MATERIAL PROVIDED START

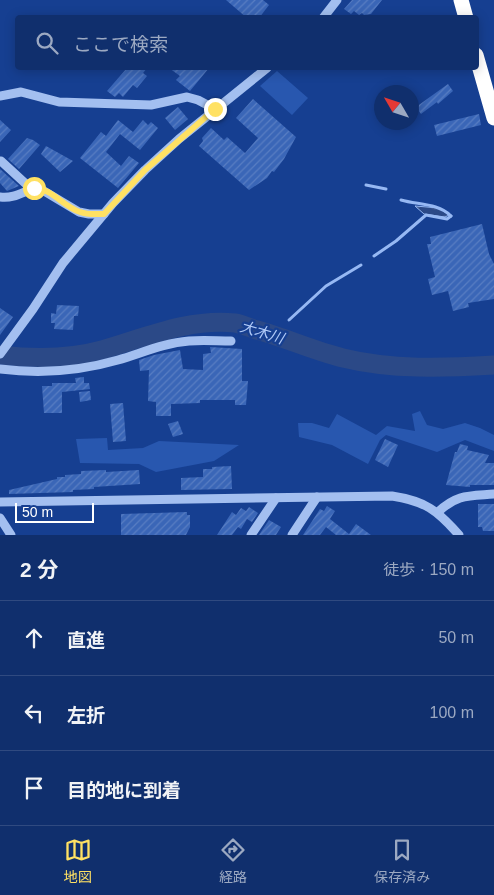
<!DOCTYPE html>
<html lang="ja">
<head>
<meta charset="utf-8">
<style>
  :root { --surface:#102f6d; --page:#1e3b75; --text:#f1f3f6; --muted:#9ca9c2; --line:#304a80; --accent:#ffe163 }
  body { margin:0; font-family:Arial,"Noto Sans JP",sans-serif; background:var(--page); color:var(--text) }
  .compass { position:absolute; left:374px; top:85px; width:45px; height:45px; border-radius:50%; background:var(--surface); box-shadow:0 2px 12px #0003; rotate:309deg }
  .scale { position:absolute; left:15px; bottom:12px; width:79px; box-sizing:border-box; padding-left:5px; border:2px solid #fff; border-top:0; font-size:14px; line-height:18px; white-space:nowrap; color:#fff; -webkit-text-stroke:4px #163f91; paint-order:stroke }
  .stop { position:absolute; width:15px; height:15px; margin:-11px; border:4px solid #ffe163; border-radius:50%; background:#fff }
  .stop.end { background:#ffe163; border-color:#fff; box-shadow:0 1px 5px #0008 }
  .list { margin:0; padding:0; list-style:none }
  h2 { display:flex; justify-content:space-between; align-items:center; height:65px; margin:0; padding:0 20px; font-size:21px }
  h2 small { font-size:16px; font-weight:400; color:var(--muted) }
  .list li { display:grid; grid-template-columns:32px 1fr auto; gap:15px; align-items:center; box-sizing:border-box; height:75px; padding:0 20px; border-top:1px solid var(--line) }
  .list b { display:block; font-size:19px; white-space:nowrap }
  .list em { font-size:16px; font-style:normal; color:var(--muted) }
  .icon { flex:none; width:28px; height:28px; fill:none; stroke:currentColor; stroke-width:2; stroke-linecap:round; stroke-linejoin:round }
  .map { position:relative; flex:none; width:494px; height:535px; overflow:hidden }
  .search { position:absolute; background:var(--surface); box-shadow:0 2px 12px #0003; left:15px; right:15px; top:15px; height:55px; display:flex; align-items:center; gap:12px; box-sizing:border-box; padding:0 18px; border-radius:5px; color:var(--muted); font-size:19px }
  .sheet { height:290px; background:var(--surface) }
  nav { display:flex; justify-content:space-around; align-items:center; box-sizing:border-box; height:70px; border-top:1px solid var(--line); background:var(--surface); font-size:14px; color:var(--muted) }
  nav a { display:grid; justify-items:center; gap:2px }
  nav .on { color:var(--accent) }
  .map>svg:first-child { display:block }
  .green { fill:#2857af }
  .water { fill:url(#water-waves); stroke:#96b8f3 }
  .lines { fill:none; stroke-linecap:round; stroke-linejoin:round }
  .stream { stroke:#96b8f3; stroke-width:3 }
  .river { stroke:#2b4987; stroke-width:19 }
  .building { fill:url(#building-hatch) }
  .minor { stroke:#a3bff0; stroke-width:9 }
  .highway { stroke:#fff; stroke-width:15 }
  .route { stroke:#ffe163; stroke-width:6 }
  .labels { text-anchor:middle; dominant-baseline:central; stroke-width:4.5; stroke-linejoin:round; paint-order:stroke }
  .water-label { font-size:15px; font-style:italic; fill:#afc9f7; stroke:#163f91 }
</style>
</head>
<body>
<div class="map">
<svg width="494" height="535" viewBox="0 0 494 535">
  <defs>
    <pattern id="water-waves" width="16" height="10" patternUnits="userSpaceOnUse" patternTransform="scale(1.25)"><rect width="16" height="10" fill="#2b4987"/><path d="M0 5q4-4 8 0t8 0" fill="none" stroke="#4b6499"/></pattern>
    <pattern id="building-hatch" width="6" height="6" patternUnits="userSpaceOnUse" patternTransform="scale(1.25)"><rect width="6" height="6" fill="#3a66b7"/><path d="M-1 1l2-2M0 6l6-6M5 7l2-2" fill="none" stroke="#587dc2"/></pattern>
  </defs>
  <rect width="100%" height="100%" fill="#163f91"/>
  <g class="green">
    <path d="M277 71 308 98 292 115 260 86Z"/>
    <path d="M420 411 427 425 443 429 465 423 480 428 494 435V451L465 440 437 452 386 435 380 440 368 464 332 445 299 437 298 423H312L329 428 337 414 376 435 387 426 415 431 412 414Z"/>
    <path d="M107 438 108 450 143 448 159 441 239 445 214 461 156 472 139 464 80 463 76 439Z"/>
  </g>
  <path class="water" d="M415 206 439 208 449 215 445 217 424 214Z"/>
  <g class="lines">
    <g class="stream">
      <path d="M366 185 386 189"/>
      <path d="M401 200C418 205 438 203 451 216"/>
      <path d="M374 256 396 241 426 215 447 219 451 216"/>
      <path d="M289 320 326 286 361 265"/>
    </g>
    <path class="river" d="M0 355C33 359 69 359 102 350 144 338 189 318 235 323 242 324 250 328 257 330 286 338 314 351 343 358 392 370 444 368 494 365"/>
  </g>
  <g class="building">
    <path d="M226 0H263L269 5 259 18H247Z"/>
    <path d="M352 0H382L371 14 364 15 362 13 359 15 354 11 351 14 344 9Z"/>
    <path d="M127 68H147L143 73 147 76 137 88 133 85 123 97 119 93 115 97 107 91Z"/>
    <path d="M169 68H209L190 91 176 80 180 76Z"/>
    <path d="M448 84 453 91 438 104 437 102 421 114 416 107Z"/>
    <path d="M253 99 296 137 284 159 274 172 272 171 267 178 249 190 199 146 203 141 202 138 211 128 224 140 227 137 245 153 258 138 236 118Z"/>
    <path d="M178 107 188 119 175 130 165 118Z"/>
    <path d="M479 114 481 125 437 136 434 125Z"/>
    <path d="M0 120 11 130 0 142Z"/>
    <path d="M118 120 133 132 143 120 148 125 151 122 158 128 140 150 120 134 106 152 121 166 129 156 139 163 118 188 80 158 101 132 106 136Z"/>
    <path d="M27 138 33 140 40 145 19 169 8 159Z"/>
    <path d="M46 146 73 161 60 172 41 154Z"/>
    <path d="M0 169 19 186 7 191 0 183Z"/>
    <path d="M482 224 489 254 494 264V299L468 303 469 307 453 311 448 291 432 295 428 279 435 277 427 244H431L430 237Z"/>
    <path d="M57 305 79 306 78 316H74L73 330 54 329 55 323H51V313L56 314Z"/>
    <path d="M0 308 13 317 0 335Z"/>
    <path d="M210 347 242 349V381H248L246 405H235V400H200V403L171 404V416H156V402L148 401 149 370 140 371 139 360 154 355 180 350 183 369 203 370V354L211 353Z"/>
    <path d="M84 377V383H89L90 389 62 392V413H44L42 386H52V383H76L75 378Z"/>
    <path d="M90 391 91 400 80 402 79 392Z"/>
    <path d="M123 403 126 441 113 442 110 404Z"/>
    <path d="M178 421 183 434 173 437 168 424Z"/>
    <path d="M385 439 398 445 388 467 375 460Z"/>
    <path d="M460 444 468 446 467 450 489 455 485 463H494V485H470V487L446 485 455 452H457Z"/>
    <path d="M231 466 232 489 181 490V478L203 477V469H212V467Z"/>
    <path d="M106 470V472L139 470 140 484 94 487V489L73 490V492L9 494V490L57 479V477H65V475L81 474V471Z"/>
    <path d="M478 504H494V531H483L482 527H478Z"/>
    <path d="M327 506 335 511 330 519 349 534 356 524 371 535H336L326 527 320 535H303L320 509 324 511Z"/>
    <path d="M249 507 258 513 252 522 247 519 241 529 238 527 232 535H217L232 512 236 515 241 508 246 511Z"/>
    <path d="M187 512V515H190V527L186 535H121V514Z"/>
    <path d="M269 520 281 527 276 535H259Z"/>
  </g>
  <g class="lines">
    <g class="minor">
      <path d="M323 18 337 0"/>
      <path d="M0 96 21 92 59 102 151 105 187 97 198 100 215 109"/>
      <path d="M1 161 26 184 30 190"/>
      <path d="M0 197C18 199 25 189 39 188L79 212 89 214H104"/>
      <path d="M0 354 33 309 63 263 113 203 145 170 179 139 267 68"/>
      <path d="M0 369C39 374 80 371 118 360 142 353 164 343 189 341 203 340 217 341 231 341"/>
      <path d="M0 502 392 496C425 501 437 510 459 535"/>
      <path d="M438 512C457 494 469 496 494 494"/>
      <path d="M0 518 11 535"/>
      <path d="M251 535 276 498"/>
      <path d="M292 535 317 497"/>
    </g>
    <g class="highway">
      <path d="M461 0 466 18"/>
      <path d="M476 55 494 118"/>
    </g>
  </g>
  <g class="lines">
    <path class="route" d="M34 188C51 188 64 207 80 212 88 215 96 214 104 214L145 170 215 109"/>
  </g>
  <g class="labels">
    <g class="water-label">
      <text transform="translate(262 332) rotate(17)">大木川</text>
    </g>
  </g>
</svg>
<svg class="compass" viewBox="-18 -18 36 36"><path d="M0-13l5 13h-10z" fill="#e53935"/><path d="M0 13l5-13h-10z" fill="#9ca9c2"/></svg>
<div class="scale">50 m</div>
<div class="stop" style="left:34px;top:188px"></div>
<div class="stop end" style="left:215px;top:109px"></div>
<div class="search"><svg class="icon" aria-label="search" viewBox="0 0 24 24"><circle cx="10" cy="10" r="6"/><path d="M15 15l6 6"/></svg>ここで検索</div>
</div>
<section class="sheet">
<h2>2 分<small>徒歩 · 150 m</small></h2>
<ul class="list">
<li><svg class="icon" aria-label="ahead" viewBox="0 0 24 24"><path d="M12 20V5M6 11l6-6 6 6"/></svg><div><b>直進</b></div><em>50 m</em></li>
<li><svg class="icon" aria-label="left" viewBox="0 0 24 24"><path d="M17 20v-9H6M10 6l-5 5 5 5"/></svg><div><b>左折</b></div><em>100 m</em></li>
<li><svg class="icon" aria-label="arrive" viewBox="0 0 24 24"><path d="M6 21V4h12l-3 4 3 4H6"/></svg><div><b>目的地に到着</b></div></li>
</ul>
</section>
<nav>
<a class="on"><svg class="icon" aria-label="map" viewBox="0 0 24 24"><path d="M3 6l6-2 6 2 6-2v14l-6 2-6-2-6 2zM9 4v14M15 6v14"/></svg>地図</a>
<a><svg class="icon" aria-label="directions" viewBox="0 0 24 24"><path d="M12 3l9 9-9 9-9-9zM9 14v-3h6M13 9l2 2-2 2"/></svg>経路</a>
<a><svg class="icon" aria-label="saved" viewBox="0 0 24 24"><path d="M7 4h10v16l-5-4-5 4z"/></svg>保存済み</a>
</nav>
</body>
</html>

MATERIAL PROVIDED END

### WHAT NEEDS TO BE DONE
Go through the entries and return each line where the word "border" occurs.

### PROBLEM SOLUTION
  .compass { position:absolute; left:374px; top:85px; width:45px; height:45px; border-radius:50%; background:var(--surface); box-shadow:0 2px 12px #0003; rotate:309deg }
  .scale { position:absolute; left:15px; bottom:12px; width:79px; box-sizing:border-box; padding-left:5px; border:2px solid #fff; border-top:0; font-size:14px; line-height:18px; white-space:nowrap; color:#fff; -webkit-text-stroke:4px #163f91; paint-order:stroke }
  .stop { position:absolute; width:15px; height:15px; margin:-11px; border:4px solid #ffe163; border-radius:50%; background:#fff }
  .stop.end { background:#ffe163; border-color:#fff; box-shadow:0 1px 5px #0008 }
  .list li { display:grid; grid-template-columns:32px 1fr auto; gap:15px; align-items:center; box-sizing:border-box; height:75px; padding:0 20px; border-top:1px solid var(--line) }
  .search { position:absolute; background:var(--surface); box-shadow:0 2px 12px #0003; left:15px; right:15px; top:15px; height:55px; display:flex; align-items:center; gap:12px; box-sizing:border-box; padding:0 18px; border-radius:5px; color:var(--muted); font-size:19px }
  nav { display:flex; justify-content:space-around; align-items:center; box-sizing:border-box; height:70px; border-top:1px solid var(--line); background:var(--surface); font-size:14px; color:var(--muted) }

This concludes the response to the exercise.